Unlike many moms, I am NOT looking forward to school being in full swing. In fact, I already hate it. Yes, I recognize that I have a horrible attitude. I am working on it. And to my children, I act like school is so fabulous and so exciting, but I am not thrilled. Kyan's new teacher seems really nice. I do wonder how he will do for yet another year in a hodge podge class, with kids of all different disabilities. Time will tell, I suppose.
Kynsie & B have a new teacher but also have Miss Sarah as a sort of co-teacher. Love Miss Sarah. Jury is still out on the main teacher. She's nice enough, but definitely different from B's previous pre-k experience, and also different from special ed. Giving the kids their supplements seems like a real hardship, which is ridiculous. Takes 5 minutes for both. In addition, she wouldn't schedule the kids on the same days for staggered days. Everyone else on the planet realizes its nearly impossible to get 3 kids to school on different days, while maintaining sanity, and oh yeah, a job. Have I mentioned my loathing for public school?
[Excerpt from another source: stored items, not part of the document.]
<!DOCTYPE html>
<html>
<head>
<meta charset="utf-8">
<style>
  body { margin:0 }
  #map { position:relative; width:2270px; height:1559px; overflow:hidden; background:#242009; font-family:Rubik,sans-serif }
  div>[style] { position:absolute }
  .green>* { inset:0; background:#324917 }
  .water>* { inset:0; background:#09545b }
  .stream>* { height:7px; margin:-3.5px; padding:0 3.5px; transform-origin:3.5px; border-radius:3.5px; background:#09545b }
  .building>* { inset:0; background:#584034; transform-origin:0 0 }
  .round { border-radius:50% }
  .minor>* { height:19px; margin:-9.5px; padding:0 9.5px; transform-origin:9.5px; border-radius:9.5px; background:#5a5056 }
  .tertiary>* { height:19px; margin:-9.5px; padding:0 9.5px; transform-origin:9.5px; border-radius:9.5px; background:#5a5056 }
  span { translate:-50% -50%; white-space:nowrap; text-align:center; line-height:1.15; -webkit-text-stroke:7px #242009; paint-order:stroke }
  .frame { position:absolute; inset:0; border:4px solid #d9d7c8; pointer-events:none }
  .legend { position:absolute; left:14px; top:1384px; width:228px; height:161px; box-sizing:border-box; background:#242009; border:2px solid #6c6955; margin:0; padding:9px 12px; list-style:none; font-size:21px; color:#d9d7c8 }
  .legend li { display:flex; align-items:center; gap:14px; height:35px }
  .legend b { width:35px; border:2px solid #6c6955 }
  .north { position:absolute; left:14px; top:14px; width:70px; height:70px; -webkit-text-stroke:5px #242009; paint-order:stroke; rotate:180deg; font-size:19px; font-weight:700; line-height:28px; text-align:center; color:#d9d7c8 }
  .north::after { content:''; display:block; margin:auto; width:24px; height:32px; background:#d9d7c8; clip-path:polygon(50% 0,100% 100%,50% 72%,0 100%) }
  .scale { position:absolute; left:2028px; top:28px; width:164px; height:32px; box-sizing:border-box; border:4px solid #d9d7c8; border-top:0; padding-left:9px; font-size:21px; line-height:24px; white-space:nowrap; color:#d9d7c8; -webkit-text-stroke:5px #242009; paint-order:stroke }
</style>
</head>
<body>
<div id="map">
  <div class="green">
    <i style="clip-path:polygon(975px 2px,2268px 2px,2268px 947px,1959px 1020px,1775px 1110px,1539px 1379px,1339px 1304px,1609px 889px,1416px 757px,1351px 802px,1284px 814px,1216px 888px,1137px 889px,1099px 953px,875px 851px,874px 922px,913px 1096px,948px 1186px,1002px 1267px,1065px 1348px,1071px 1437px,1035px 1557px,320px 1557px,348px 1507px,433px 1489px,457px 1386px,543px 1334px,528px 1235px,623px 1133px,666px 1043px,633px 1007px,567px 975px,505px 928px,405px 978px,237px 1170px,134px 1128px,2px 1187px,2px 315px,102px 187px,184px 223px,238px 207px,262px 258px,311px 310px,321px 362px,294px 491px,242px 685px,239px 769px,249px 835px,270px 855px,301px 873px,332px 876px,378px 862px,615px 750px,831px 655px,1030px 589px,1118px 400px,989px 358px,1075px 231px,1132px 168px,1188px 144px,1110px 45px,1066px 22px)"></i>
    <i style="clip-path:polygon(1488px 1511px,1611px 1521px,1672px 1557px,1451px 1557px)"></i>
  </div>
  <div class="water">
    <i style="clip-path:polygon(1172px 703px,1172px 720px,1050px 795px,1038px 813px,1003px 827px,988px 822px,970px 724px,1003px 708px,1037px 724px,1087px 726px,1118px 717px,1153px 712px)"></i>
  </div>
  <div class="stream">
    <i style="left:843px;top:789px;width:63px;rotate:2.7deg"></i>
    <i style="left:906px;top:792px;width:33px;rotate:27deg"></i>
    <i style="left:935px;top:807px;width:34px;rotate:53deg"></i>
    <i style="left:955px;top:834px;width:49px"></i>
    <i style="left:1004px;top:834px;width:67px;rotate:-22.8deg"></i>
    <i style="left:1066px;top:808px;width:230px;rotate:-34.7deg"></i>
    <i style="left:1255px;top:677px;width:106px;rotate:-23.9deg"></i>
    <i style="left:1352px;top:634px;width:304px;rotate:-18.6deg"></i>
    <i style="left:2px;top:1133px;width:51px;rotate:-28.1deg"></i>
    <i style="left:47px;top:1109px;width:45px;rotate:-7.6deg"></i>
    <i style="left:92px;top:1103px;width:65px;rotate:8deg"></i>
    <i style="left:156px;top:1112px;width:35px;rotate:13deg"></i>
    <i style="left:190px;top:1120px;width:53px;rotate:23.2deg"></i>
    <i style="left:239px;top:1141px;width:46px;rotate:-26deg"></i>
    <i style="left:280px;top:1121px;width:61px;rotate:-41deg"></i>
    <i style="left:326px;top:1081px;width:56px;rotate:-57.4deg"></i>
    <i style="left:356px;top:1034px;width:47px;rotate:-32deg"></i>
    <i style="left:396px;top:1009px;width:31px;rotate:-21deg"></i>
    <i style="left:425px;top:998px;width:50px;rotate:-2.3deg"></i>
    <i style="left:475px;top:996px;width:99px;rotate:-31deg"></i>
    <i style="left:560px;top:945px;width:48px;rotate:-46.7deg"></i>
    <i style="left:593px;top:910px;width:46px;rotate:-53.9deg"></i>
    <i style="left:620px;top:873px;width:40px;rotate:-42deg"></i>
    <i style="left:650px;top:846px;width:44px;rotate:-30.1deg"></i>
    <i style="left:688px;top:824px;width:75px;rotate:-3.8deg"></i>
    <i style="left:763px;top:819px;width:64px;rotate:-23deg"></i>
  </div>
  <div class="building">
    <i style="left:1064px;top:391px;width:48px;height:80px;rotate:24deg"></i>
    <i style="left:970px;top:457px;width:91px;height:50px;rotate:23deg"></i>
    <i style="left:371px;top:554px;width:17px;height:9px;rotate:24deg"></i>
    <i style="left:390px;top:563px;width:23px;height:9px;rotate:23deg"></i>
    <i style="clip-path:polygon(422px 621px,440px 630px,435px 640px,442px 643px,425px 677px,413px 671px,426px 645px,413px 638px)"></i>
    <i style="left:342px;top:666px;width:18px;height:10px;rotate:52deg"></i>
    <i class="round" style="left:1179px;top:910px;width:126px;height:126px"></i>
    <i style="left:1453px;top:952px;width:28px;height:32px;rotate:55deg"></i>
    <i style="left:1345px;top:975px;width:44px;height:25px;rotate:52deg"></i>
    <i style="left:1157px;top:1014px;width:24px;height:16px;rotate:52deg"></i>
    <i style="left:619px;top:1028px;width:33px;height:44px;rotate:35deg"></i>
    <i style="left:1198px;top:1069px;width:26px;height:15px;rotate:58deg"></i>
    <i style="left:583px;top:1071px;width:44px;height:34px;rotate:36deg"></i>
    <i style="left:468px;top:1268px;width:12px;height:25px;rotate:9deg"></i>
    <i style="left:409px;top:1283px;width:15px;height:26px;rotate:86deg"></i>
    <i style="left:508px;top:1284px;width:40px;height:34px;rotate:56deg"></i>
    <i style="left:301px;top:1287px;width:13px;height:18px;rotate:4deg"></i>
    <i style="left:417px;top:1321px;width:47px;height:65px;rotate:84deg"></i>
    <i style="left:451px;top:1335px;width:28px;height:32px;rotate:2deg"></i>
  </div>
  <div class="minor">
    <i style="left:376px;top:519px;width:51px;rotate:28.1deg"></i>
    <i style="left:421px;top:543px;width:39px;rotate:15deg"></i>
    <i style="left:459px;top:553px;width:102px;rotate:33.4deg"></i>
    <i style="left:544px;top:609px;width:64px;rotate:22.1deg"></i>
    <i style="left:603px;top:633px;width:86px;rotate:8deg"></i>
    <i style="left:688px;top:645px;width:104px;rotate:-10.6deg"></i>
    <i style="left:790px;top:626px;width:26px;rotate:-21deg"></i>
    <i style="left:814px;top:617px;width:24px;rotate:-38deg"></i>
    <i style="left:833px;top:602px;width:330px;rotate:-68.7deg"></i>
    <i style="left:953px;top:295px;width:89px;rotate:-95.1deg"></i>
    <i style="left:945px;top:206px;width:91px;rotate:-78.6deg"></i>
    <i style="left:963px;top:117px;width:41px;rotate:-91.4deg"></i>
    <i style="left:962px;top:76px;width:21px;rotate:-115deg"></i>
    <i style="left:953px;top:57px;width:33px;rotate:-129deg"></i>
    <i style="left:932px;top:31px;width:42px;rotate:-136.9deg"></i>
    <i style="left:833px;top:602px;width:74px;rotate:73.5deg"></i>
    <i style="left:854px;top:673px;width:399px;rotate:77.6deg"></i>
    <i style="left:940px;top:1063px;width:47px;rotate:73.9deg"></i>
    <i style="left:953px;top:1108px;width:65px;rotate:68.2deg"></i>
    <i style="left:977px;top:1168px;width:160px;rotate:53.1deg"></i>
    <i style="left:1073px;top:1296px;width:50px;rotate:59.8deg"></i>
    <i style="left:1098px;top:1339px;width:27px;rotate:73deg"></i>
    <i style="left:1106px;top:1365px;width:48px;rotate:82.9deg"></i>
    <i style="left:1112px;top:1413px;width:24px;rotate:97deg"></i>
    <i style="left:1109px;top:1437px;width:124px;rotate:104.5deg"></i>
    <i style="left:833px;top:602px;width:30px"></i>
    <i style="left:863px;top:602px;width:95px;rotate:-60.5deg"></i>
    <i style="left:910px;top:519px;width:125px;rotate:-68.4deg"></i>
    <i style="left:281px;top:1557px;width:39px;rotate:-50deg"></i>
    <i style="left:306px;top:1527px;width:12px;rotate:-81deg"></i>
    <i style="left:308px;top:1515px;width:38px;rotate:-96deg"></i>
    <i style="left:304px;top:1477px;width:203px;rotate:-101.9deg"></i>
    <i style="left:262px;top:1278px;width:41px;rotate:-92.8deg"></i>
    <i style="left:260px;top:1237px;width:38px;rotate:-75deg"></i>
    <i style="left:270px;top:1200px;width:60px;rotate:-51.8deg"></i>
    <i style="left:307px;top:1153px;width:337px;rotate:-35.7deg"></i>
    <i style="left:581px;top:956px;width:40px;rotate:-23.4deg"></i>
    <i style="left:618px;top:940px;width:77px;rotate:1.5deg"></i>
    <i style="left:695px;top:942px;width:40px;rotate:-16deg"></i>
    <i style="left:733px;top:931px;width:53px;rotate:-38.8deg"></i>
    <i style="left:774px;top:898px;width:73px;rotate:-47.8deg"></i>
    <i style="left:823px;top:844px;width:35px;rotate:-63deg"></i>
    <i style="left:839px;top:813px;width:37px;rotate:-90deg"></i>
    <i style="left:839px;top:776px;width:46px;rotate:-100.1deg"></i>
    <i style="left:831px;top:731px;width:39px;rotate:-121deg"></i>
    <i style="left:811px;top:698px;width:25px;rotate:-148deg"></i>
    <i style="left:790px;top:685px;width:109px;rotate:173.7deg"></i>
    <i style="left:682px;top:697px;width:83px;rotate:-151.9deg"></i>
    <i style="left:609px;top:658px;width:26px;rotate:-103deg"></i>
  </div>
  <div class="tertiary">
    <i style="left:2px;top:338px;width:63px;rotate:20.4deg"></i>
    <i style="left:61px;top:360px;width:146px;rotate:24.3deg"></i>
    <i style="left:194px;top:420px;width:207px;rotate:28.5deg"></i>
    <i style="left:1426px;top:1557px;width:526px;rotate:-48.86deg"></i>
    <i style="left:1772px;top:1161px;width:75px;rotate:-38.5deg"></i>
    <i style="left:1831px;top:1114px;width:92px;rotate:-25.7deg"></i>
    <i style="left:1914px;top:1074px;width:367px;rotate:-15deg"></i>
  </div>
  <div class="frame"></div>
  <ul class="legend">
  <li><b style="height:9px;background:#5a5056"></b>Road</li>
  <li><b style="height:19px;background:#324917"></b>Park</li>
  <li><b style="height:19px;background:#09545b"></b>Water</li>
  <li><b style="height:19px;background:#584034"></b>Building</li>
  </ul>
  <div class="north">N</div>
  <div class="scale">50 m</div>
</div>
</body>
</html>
Yeah, maybe my attitude would be different if I only had one child, and maybe I would be a little less jaded had I not gone 10 rounds with this school to get my special ed kids what they need, even though the school is bound by law to provide it. Sort of leaves a bad taste in my mouth. PLUS,I a dreading this whole 4 & 5 days a week thing. I had babies to be with them, not to deposit them with someone else for 6 hours a day who may or may not share our values, views, priorities, etc. At least when choosing a babysitter, I had some element of control over whose care my children were in. Not so now. And I don't like it one bit.
So there you have it. My gripe. It is a repeat of another post, I know, but I am still not wearing my happy pants about school. Blech!